Głównie dzięki Titusowi Welliverowi. Aktor znany ze „Skazanego na śmierć” i „Zagubionych” jako Bosch jest zarazem niezłomny i wrażliwy. Chowa się za fasadą twardego gliniarza, ale w rzeczywistości dzień po dniu mierzy się ze swoimi traumami. Welliver umiejętnie cieniuje ten portret: jest twardy, ale nie bezwzględny, godny, ale nie wyniosły. To raczej zadziorny kundel niż rasowy pitbull.
Dziesięcioodcinkowy serial o Harrym Boschu wyszedł spod ręki Erica Overmyera, faceta, który ma w dorobku takie tytuły jak „Treme”, „Wydział zabójstw Baltimore” i „The Wire”. I to właśnie ostatni z wymienionych seriali najmocniej odcisnął swe piętno na „Boschu”. Wprawdzie ponure Baltimore zostało zastąpione przez Los Angeles, ale nie przypomina ono słonecznej stolicy celebrytów z „Californication”, a raczej miasto upadłych aniołów z kryminałów Jamesa Ellroya.
Śladów „The Wire” jest tu całe mnóstwo – główny bohater niczym Jimmy McNulty nieustannie porusza się na krawędzi, w policyjnej komendzie trwają walki o wpływy i władzę, a kryminalne sprawy stają się pożywką dla medialnych i politycznych hien… Nieprzypadkowo na planie „Boscha” znaleźli się także aktorzy znani z serii HBO – Jamie Hector, który w „The Wire” był jednym z narkotykowych bossów, tu wciela się w poczciwego partnera Boscha, a Lance Reddick swoim zwyczajem gra surowego, choć wyrozumiałego szefa.Overmeyr w „Boschu” znów opowiada o brudnych miejskich interesach, ale na szczęście opiera się pokusie socjologizowania i nie kreśli holistycznej wizji świata przeżartego przez korupcję i zło. Na szczęście, bo próba podrabiania „The Wire” z góry byłaby skazana na sromotną porażkę.
Tymczasem „Bosch” porażką nie jest. To mięsisty kryminał w starym, dobrym stylu. Serial mroczny i gęsty, trzymający w napięciu i stylowo opowiedziany. To także dowód na to, że włodarze Amazona, którzy stosunkowo niedawno weszli do świata seriali, doskonale wiedzą, o jaką publiczność walczą i jak mogą trafić do jej serc.

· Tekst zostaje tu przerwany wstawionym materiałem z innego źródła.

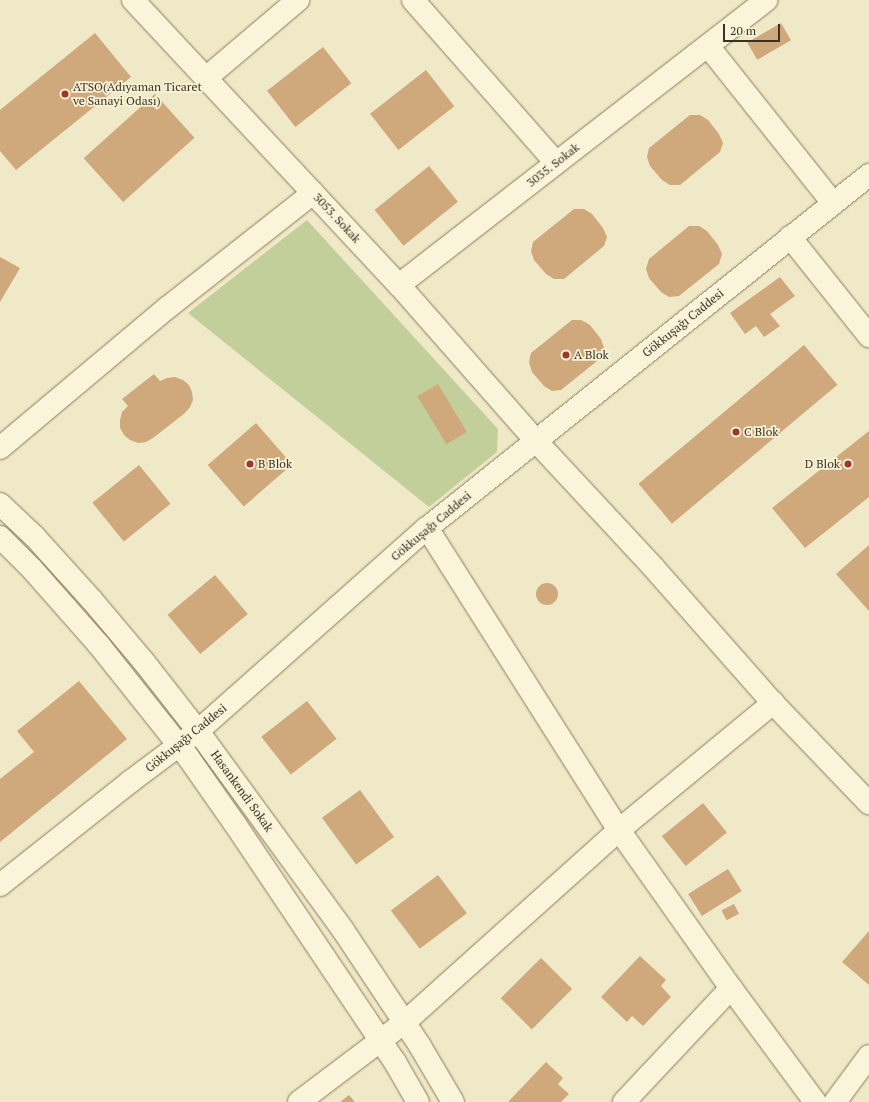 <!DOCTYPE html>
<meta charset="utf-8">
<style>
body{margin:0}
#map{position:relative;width:869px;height:1102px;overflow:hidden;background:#f0e9c7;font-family:"PT Serif",serif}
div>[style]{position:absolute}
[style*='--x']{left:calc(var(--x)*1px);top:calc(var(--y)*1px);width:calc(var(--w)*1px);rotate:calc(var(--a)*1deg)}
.green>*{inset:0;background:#c2cf9a}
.building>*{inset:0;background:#cfa87b;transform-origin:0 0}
.round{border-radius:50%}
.roads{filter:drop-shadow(0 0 1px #8d7b5b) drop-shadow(0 0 1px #8d7b5b)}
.street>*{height:22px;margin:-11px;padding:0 11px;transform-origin:11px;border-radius:11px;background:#faf4db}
.secondary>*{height:22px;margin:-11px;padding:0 11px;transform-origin:11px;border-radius:11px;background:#faf4db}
.dots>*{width:11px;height:11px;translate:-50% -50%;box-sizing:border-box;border:2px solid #f7f2d7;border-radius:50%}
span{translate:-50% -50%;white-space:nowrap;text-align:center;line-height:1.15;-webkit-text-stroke:3.5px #f7f2d7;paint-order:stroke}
.poi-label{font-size:12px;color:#3c311f}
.left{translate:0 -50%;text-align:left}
.right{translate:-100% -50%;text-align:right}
.street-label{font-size:12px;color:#3c311f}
.scale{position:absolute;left:723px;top:24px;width:57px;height:18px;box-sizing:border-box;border:2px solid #3c311f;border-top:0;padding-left:5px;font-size:12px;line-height:14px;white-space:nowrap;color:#3c311f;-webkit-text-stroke:3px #f7f2d7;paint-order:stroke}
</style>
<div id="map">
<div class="green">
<i style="clip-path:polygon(307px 220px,498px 429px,497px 452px,429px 507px,188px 313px)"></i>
</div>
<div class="building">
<i style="left:781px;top:23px;width:20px;height:39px;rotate:60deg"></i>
<i style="clip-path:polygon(95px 33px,131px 77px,16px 170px,0 151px,0 110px)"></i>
<i style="left:323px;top:47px;width:46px;height:71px;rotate:52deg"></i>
<i style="left:426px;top:70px;width:46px;height:71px;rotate:52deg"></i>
<i style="left:155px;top:94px;width:59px;height:96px;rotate:48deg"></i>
<i style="clip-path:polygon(690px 115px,700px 115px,708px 120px,719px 134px,723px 143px,720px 152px,680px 185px,670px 185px,662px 180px,650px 166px,647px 157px,649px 148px)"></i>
<i style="left:429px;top:166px;width:46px;height:70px;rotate:51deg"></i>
<i style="clip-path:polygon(574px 209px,584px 209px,592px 214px,603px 228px,607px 237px,604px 246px,564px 279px,554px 279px,546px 274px,534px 260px,531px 251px,533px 242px)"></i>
<i style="clip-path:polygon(689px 226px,699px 226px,707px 231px,718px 245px,722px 254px,719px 264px,679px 296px,669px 297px,661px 292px,649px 278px,646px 269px,649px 259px)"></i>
<i style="clip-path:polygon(0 257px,20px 268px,0 302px)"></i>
<i style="clip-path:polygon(780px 277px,795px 296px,770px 314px,780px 326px,764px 337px,756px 326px,745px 334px,730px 313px)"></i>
<i style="clip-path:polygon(572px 320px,581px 320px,590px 325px,601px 339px,604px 348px,602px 357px,561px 390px,552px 391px,544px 386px,532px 372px,529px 362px,531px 353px)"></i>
<i style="left:804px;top:345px;width:52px;height:216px;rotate:50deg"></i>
<i style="clip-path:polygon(154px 374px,160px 381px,167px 378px,175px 377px,183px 380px,189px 385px,192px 392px,193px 400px,190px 407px,185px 413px,153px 438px,146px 442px,138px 443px,130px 440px,124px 435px,120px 428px,120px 420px,122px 412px,128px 406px,122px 399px)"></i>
<i style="left:438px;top:384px;width:56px;height:24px;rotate:59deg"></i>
<i style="left:256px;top:423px;width:55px;height:64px;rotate:49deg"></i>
<i style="clip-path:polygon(869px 431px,869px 497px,805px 548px,772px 508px)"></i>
<i style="left:139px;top:465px;width:50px;height:60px;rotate:51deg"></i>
<i style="clip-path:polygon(869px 545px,869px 611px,836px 574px)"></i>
<i style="left:215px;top:575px;width:51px;height:62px;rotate:50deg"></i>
<i class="round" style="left:536px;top:583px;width:22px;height:22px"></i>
<i style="clip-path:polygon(79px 681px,127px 739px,0 842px,0 779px,34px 752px,17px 731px)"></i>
<i style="left:307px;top:701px;width:48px;height:58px;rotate:52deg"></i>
<i style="left:360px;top:790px;width:58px;height:47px;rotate:54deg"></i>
<i style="left:703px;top:803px;width:38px;height:53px;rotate:51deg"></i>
<i style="left:728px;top:869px;width:26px;height:47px;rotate:58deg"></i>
<i style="left:438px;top:875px;width:48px;height:59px;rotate:53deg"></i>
<i style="left:734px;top:904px;width:11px;height:14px;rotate:63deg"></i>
<i style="clip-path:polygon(869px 931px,869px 985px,842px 962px)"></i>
<i style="clip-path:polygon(640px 956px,666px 980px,661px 986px,671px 997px,643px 1026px,632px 1016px,627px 1022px,601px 997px)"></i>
<i style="left:541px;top:958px;width:44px;height:57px;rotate:45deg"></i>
<i style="clip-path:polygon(546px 1062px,563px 1078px,558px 1084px,569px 1094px,561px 1102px,508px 1102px)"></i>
<i style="clip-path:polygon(349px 1095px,355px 1102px,340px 1102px)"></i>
</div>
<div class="roads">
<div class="street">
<i style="--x:133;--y:0;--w:390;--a:47"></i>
<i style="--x:399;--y:285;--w:208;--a:48.7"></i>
<i style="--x:536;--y:441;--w:172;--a:47.1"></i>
<i style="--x:653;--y:567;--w:181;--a:48.6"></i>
<i style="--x:773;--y:703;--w:139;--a:46.2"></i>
<i style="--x:413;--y:0;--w:217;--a:48.7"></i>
<i style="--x:708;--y:46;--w:201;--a:51.5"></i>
<i style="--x:206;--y:78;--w:121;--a:-40.3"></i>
<i style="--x:790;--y:237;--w:127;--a:51.4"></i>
<i style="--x:399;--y:285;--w:465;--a:-37.8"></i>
<i style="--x:0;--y:448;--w:218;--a:-40"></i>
<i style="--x:167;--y:308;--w:186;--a:-38.2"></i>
<i style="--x:427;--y:528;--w:358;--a:57.6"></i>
<i style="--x:619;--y:830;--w:194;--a:54.7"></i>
<i style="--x:731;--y:988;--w:142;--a:53.6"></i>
<i style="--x:0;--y:885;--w:167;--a:-38.4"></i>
<i style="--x:131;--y:781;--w:84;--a:-36.7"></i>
<i style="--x:198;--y:731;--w:306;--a:-41.6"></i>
<i style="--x:427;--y:528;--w:566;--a:-38.61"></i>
<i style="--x:299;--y:1102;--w:133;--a:-37"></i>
<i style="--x:405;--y:1022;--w:288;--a:-41.9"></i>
<i style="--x:619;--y:830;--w:200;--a:-39.5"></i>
<i style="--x:624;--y:1102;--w:156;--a:-46.8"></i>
</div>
<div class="secondary">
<i style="--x:0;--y:504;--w:47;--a:43.3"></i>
<i style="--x:34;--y:536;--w:85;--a:47.9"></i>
<i style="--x:91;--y:599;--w:82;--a:49.9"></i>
<i style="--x:144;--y:662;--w:88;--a:52"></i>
<i style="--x:198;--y:731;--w:246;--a:53.9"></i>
<i style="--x:343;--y:930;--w:139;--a:56.4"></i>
<i style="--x:420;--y:1046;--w:65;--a:59.5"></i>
<i style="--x:0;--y:537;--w:45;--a:45"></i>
<i style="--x:32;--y:569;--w:101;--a:48.6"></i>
<i style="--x:99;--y:645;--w:143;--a:51.5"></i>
<i style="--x:188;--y:757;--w:82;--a:55"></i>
<i style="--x:235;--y:824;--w:287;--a:56.1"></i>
<i style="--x:395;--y:1062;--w:46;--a:60.1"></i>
<i style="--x:835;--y:1102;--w:57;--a:-53.5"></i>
</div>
</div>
<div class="dots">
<i style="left:65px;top:94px;background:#9e3629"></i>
<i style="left:566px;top:355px;background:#9e3629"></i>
<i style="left:736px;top:432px;background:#9e3629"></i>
<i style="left:250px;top:464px;background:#9e3629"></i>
<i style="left:848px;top:464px;background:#9e3629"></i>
</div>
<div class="poi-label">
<span class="left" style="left:73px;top:94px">ATSO(Adıyaman Ticaret<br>ve Sanayi Odası)</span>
<span class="left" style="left:574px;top:355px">A Blok</span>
<span class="left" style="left:744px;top:432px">C Blok</span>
<span class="left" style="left:258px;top:464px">B Blok</span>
<span class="right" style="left:840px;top:464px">D Blok</span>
</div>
<div class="street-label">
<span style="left:553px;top:165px;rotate:-38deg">3035. Sokak</span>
<span style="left:337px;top:218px;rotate:47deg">3053. Sokak</span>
<span style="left:683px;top:323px;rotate:-39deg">Gökkuşağı Caddesi</span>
<span style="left:431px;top:526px;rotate:-40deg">Gökkuşağı Caddesi</span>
<span style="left:186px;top:738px;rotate:-39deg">Gökkuşağı Caddesi</span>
<span style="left:242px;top:791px;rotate:54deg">Hasankendi Sokak</span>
</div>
<div class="scale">20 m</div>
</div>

Po wyrafinowanym „Transparent” (dwa Złote Globy) największa księgarnia internetowa na świecie przygotowała kolejne świetne seriale: słodko-gorzką komedię „Mozart in the Jungle”, „The Man in the High Castle” według Philipa K. Dicka oraz „Boscha”, czyli kryminał wytrawny i niepozbawiony uroku.
Kto by pomyślał, że w kilkanaście miesięcy Amazon dołączy do ekstraklasy serialowych producentów zza oceanu? Dziś wydaje się jednym z jej najważniejszych graczy.
Komentarze
A więc już i „Polityka” używa tego obrzydliwego rusycyzmu „od” (Amazona). Ta plaga szerzy się poprzez internet już od kilku lat, profesjonalne redakcje jakoś się przed tym broniły, ale jak widać barbaria (motłoch jakby powiedział Żakowski) zwycięża na każdym froncie. Gdyby ktoś z młodych nie wiedział: po polsku należałoby napisać „z Amazona”.